HOW TO COMPLETE THIS TASK:
Report each line of the records where "canvas" occurs.

#### INPUT FOR THIS TASK

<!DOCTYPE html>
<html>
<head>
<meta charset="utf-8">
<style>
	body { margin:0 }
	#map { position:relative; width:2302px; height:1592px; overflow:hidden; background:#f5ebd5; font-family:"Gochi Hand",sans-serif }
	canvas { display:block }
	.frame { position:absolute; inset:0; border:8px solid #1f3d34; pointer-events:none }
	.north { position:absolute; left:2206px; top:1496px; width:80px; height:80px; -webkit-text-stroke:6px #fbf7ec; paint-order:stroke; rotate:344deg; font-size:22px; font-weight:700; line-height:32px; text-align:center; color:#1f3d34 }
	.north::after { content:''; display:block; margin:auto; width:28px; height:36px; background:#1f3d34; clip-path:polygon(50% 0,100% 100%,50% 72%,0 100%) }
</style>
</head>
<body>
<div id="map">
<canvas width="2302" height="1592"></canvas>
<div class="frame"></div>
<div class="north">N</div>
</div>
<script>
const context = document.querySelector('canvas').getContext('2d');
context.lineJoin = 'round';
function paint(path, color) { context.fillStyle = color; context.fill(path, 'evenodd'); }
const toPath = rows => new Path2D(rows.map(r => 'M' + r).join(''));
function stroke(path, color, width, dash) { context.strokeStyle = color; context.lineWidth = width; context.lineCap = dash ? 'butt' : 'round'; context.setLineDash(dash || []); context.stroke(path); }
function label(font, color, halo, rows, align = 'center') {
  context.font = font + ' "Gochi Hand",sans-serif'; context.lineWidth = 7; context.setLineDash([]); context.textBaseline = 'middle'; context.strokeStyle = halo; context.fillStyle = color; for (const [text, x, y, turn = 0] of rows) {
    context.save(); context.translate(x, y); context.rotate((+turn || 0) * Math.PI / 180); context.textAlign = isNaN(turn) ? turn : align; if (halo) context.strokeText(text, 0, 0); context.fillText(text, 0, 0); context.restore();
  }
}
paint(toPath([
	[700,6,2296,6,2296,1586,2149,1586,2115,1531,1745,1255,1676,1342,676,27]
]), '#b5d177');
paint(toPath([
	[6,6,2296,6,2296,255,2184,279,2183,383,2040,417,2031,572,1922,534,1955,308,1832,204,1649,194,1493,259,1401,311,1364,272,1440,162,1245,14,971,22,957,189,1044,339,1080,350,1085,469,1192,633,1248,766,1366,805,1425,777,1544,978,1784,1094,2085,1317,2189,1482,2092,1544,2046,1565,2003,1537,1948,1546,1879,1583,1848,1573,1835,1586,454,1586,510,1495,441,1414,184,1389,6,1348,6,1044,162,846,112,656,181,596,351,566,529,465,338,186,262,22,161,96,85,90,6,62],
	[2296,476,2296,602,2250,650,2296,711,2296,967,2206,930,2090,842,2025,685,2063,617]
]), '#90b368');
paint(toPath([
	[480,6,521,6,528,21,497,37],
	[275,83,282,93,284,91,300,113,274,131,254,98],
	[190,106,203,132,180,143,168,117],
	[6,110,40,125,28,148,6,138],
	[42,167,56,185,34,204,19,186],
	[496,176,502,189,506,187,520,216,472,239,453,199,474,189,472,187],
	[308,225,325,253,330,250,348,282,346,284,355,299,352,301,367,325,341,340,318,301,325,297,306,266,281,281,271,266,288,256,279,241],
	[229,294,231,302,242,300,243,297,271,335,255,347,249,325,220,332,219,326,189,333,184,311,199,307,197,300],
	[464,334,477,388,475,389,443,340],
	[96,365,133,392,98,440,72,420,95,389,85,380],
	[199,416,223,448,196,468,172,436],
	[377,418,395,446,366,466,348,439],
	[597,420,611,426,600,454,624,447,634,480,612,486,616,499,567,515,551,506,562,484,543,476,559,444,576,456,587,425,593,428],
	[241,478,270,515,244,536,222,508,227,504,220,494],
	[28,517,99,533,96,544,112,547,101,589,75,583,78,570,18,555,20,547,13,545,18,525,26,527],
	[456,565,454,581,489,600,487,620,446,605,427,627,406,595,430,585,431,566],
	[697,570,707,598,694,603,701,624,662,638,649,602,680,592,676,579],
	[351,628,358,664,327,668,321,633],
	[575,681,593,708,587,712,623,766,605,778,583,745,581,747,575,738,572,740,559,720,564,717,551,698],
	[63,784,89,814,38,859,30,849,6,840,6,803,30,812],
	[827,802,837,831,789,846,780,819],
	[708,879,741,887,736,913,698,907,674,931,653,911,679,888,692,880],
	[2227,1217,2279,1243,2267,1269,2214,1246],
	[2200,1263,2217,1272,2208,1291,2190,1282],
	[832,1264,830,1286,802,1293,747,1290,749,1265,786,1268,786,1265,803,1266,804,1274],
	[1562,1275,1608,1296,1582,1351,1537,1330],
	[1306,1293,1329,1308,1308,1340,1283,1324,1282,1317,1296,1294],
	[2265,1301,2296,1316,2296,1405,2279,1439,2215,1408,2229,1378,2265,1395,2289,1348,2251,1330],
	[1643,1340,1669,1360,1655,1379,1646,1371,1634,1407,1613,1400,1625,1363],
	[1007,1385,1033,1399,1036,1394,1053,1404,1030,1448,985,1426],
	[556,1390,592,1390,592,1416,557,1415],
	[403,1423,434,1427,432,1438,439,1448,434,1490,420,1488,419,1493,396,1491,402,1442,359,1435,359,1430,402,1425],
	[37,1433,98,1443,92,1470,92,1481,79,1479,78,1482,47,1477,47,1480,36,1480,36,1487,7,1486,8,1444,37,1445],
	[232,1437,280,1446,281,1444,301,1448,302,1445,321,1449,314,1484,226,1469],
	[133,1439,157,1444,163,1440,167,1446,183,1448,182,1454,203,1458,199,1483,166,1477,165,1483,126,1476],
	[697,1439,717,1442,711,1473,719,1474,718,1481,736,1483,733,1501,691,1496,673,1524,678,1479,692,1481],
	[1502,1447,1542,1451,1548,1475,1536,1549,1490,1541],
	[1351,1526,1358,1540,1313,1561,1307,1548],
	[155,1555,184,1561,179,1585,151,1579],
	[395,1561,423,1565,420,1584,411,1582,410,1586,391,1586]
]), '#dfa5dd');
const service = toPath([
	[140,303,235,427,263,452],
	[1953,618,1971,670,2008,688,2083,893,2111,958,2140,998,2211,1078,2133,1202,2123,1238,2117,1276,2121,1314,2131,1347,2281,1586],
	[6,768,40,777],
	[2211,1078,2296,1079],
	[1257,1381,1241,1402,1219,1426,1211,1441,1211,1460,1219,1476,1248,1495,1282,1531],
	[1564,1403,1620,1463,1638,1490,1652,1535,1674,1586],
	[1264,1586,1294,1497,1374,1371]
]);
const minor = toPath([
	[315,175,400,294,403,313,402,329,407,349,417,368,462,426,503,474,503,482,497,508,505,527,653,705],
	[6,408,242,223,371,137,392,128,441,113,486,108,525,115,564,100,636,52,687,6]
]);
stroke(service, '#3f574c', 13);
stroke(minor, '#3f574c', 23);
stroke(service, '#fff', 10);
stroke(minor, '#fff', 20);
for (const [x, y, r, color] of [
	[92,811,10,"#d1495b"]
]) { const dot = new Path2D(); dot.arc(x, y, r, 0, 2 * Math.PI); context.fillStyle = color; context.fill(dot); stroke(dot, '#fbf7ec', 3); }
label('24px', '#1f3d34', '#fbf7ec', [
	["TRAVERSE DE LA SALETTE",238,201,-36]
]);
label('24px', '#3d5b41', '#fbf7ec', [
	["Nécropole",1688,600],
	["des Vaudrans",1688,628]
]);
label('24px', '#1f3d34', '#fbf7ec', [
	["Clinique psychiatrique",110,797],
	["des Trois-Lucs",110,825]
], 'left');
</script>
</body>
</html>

########

RESPONSE AREA:
	canvas { display:block }
<canvas width="2302" height="1592"></canvas>
const context = document.querySelector('canvas').getContext('2d');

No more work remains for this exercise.